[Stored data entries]
- - - - -

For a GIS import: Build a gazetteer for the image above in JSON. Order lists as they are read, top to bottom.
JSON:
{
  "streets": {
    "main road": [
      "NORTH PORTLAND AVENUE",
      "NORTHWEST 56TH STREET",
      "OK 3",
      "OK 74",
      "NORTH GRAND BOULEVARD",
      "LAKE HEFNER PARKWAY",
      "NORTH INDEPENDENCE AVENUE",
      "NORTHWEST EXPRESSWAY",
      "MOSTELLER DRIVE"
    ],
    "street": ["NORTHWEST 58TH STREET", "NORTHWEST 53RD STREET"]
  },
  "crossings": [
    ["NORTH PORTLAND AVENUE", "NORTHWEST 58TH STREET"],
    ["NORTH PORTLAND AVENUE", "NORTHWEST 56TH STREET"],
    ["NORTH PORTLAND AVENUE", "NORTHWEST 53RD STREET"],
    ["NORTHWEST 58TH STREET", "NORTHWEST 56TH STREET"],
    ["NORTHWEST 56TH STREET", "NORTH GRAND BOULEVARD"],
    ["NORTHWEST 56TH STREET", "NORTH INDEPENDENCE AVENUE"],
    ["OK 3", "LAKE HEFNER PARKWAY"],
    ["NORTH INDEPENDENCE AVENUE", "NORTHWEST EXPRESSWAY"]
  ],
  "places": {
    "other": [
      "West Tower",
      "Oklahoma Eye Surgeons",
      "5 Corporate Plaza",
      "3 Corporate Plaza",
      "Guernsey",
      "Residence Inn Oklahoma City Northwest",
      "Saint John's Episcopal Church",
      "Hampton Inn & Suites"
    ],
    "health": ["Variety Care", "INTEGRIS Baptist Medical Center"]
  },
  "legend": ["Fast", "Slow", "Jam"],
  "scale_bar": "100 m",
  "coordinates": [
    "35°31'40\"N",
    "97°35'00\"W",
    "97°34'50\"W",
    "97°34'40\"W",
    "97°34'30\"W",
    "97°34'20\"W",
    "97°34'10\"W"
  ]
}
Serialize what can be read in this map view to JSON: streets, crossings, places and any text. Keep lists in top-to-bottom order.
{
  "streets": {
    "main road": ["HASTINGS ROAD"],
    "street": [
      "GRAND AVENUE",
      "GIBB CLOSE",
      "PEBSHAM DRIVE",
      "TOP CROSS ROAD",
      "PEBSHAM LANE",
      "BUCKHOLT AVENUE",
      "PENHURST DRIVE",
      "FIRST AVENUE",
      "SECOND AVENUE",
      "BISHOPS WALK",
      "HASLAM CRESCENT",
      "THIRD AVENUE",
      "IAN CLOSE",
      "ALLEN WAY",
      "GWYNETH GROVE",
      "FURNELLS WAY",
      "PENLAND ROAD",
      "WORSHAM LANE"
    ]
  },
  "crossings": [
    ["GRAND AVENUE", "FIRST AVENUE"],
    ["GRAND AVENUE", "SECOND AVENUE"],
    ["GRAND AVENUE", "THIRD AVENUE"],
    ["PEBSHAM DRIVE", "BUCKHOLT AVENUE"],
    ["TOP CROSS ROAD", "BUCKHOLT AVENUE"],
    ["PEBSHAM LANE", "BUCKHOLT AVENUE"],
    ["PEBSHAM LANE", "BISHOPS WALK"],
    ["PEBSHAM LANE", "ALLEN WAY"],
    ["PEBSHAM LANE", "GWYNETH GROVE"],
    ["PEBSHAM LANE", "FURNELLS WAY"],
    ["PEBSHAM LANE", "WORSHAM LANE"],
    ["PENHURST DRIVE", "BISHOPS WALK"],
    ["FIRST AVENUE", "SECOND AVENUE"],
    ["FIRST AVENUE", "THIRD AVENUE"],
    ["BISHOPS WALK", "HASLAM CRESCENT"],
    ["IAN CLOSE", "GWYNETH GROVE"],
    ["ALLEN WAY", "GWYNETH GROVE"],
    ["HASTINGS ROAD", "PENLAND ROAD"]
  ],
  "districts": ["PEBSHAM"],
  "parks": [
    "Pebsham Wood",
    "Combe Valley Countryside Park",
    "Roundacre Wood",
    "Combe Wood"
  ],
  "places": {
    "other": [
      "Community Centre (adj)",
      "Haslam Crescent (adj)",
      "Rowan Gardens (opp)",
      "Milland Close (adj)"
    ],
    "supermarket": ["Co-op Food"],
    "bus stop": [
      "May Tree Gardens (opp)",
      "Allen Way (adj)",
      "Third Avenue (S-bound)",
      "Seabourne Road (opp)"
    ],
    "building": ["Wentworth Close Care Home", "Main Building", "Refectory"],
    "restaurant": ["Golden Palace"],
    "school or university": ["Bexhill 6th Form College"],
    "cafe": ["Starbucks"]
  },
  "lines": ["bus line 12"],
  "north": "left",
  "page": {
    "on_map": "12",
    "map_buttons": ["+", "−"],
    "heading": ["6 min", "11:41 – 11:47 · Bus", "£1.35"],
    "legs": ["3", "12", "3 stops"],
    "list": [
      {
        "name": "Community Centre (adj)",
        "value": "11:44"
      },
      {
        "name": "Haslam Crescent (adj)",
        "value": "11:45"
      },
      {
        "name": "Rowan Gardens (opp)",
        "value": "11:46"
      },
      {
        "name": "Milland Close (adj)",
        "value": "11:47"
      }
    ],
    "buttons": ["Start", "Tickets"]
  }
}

- - - - -

◆ **What needs to be done**:
Every entry shown above should be written out again without a single difference.

◆ **Reply**:
For a GIS import: Build a gazetteer for the image above in JSON. Order lists as they are read, top to bottom.
JSON:
{
  "streets": {
    "main road": [
      "NORTH PORTLAND AVENUE",
      "NORTHWEST 56TH STREET",
      "OK 3",
      "OK 74",
      "NORTH GRAND BOULEVARD",
      "LAKE HEFNER PARKWAY",
      "NORTH INDEPENDENCE AVENUE",
      "NORTHWEST EXPRESSWAY",
      "MOSTELLER DRIVE"
    ],
    "street": ["NORTHWEST 58TH STREET", "NORTHWEST 53RD STREET"]
  },
  "crossings": [
    ["NORTH PORTLAND AVENUE", "NORTHWEST 58TH STREET"],
    ["NORTH PORTLAND AVENUE", "NORTHWEST 56TH STREET"],
    ["NORTH PORTLAND AVENUE", "NORTHWEST 53RD STREET"],
    ["NORTHWEST 58TH STREET", "NORTHWEST 56TH STREET"],
    ["NORTHWEST 56TH STREET", "NORTH GRAND BOULEVARD"],
    ["NORTHWEST 56TH STREET", "NORTH INDEPENDENCE AVENUE"],
    ["OK 3", "LAKE HEFNER PARKWAY"],
    ["NORTH INDEPENDENCE AVENUE", "NORTHWEST EXPRESSWAY"]
  ],
  "places": {
    "other": [
      "West Tower",
      "Oklahoma Eye Surgeons",
      "5 Corporate Plaza",
      "3 Corporate Plaza",
      "Guernsey",
      "Residence Inn Oklahoma City Northwest",
      "Saint John's Episcopal Church",
      "Hampton Inn & Suites"
    ],
    "health": ["Variety Care", "INTEGRIS Baptist Medical Center"]
  },
  "legend": ["Fast", "Slow", "Jam"],
  "scale_bar": "100 m",
  "coordinates": [
    "35°31'40\"N",
    "97°35'00\"W",
    "97°34'50\"W",
    "97°34'40\"W",
    "97°34'30\"W",
    "97°34'20\"W",
    "97°34'10\"W"
  ]
}
Serialize what can be read in this map view to JSON: streets, crossings, places and any text. Keep lists in top-to-bottom order.
{
  "streets": {
    "main road": ["HASTINGS ROAD"],
    "street": [
      "GRAND AVENUE",
      "GIBB CLOSE",
      "PEBSHAM DRIVE",
      "TOP CROSS ROAD",
      "PEBSHAM LANE",
      "BUCKHOLT AVENUE",
      "PENHURST DRIVE",
      "FIRST AVENUE",
      "SECOND AVENUE",
      "BISHOPS WALK",
      "HASLAM CRESCENT",
      "THIRD AVENUE",
      "IAN CLOSE",
      "ALLEN WAY",
      "GWYNETH GROVE",
      "FURNELLS WAY",
      "PENLAND ROAD",
      "WORSHAM LANE"
    ]
  },
  "crossings": [
    ["GRAND AVENUE", "FIRST AVENUE"],
    ["GRAND AVENUE", "SECOND AVENUE"],
    ["GRAND AVENUE", "THIRD AVENUE"],
    ["PEBSHAM DRIVE", "BUCKHOLT AVENUE"],
    ["TOP CROSS ROAD", "BUCKHOLT AVENUE"],
    ["PEBSHAM LANE", "BUCKHOLT AVENUE"],
    ["PEBSHAM LANE", "BISHOPS WALK"],
    ["PEBSHAM LANE", "ALLEN WAY"],
    ["PEBSHAM LANE", "GWYNETH GROVE"],
    ["PEBSHAM LANE", "FURNELLS WAY"],
    ["PEBSHAM LANE", "WORSHAM LANE"],
    ["PENHURST DRIVE", "BISHOPS WALK"],
    ["FIRST AVENUE", "SECOND AVENUE"],
    ["FIRST AVENUE", "THIRD AVENUE"],
    ["BISHOPS WALK", "HASLAM CRESCENT"],
    ["IAN CLOSE", "GWYNETH GROVE"],
    ["ALLEN WAY", "GWYNETH GROVE"],
    ["HASTINGS ROAD", "PENLAND ROAD"]
  ],
  "districts": ["PEBSHAM"],
  "parks": [
    "Pebsham Wood",
    "Combe Valley Countryside Park",
    "Roundacre Wood",
    "Combe Wood"
  ],
  "places": {
    "other": [
      "Community Centre (adj)",
      "Haslam Crescent (adj)",
      "Rowan Gardens (opp)",
      "Milland Close (adj)"
    ],
    "supermarket": ["Co-op Food"],
    "bus stop": [
      "May Tree Gardens (opp)",
      "Allen Way (adj)",
      "Third Avenue (S-bound)",
      "Seabourne Road (opp)"
    ],
    "building": ["Wentworth Close Care Home", "Main Building", "Refectory"],
    "restaurant": ["Golden Palace"],
    "school or university": ["Bexhill 6th Form College"],
    "cafe": ["Starbucks"]
  },
  "lines": ["bus line 12"],
  "north": "left",
  "page": {
    "on_map": "12",
    "map_buttons": ["+", "−"],
    "heading": ["6 min", "11:41 – 11:47 · Bus", "£1.35"],
    "legs": ["3", "12", "3 stops"],
    "list": [
      {
        "name": "Community Centre (adj)",
        "value": "11:44"
      },
      {
        "name": "Haslam Crescent (adj)",
        "value": "11:45"
      },
      {
        "name": "Rowan Gardens (opp)",
        "value": "11:46"
      },
      {
        "name": "Milland Close (adj)",
        "value": "11:47"
      }
    ],
    "buttons": ["Start", "Tickets"]
  }
}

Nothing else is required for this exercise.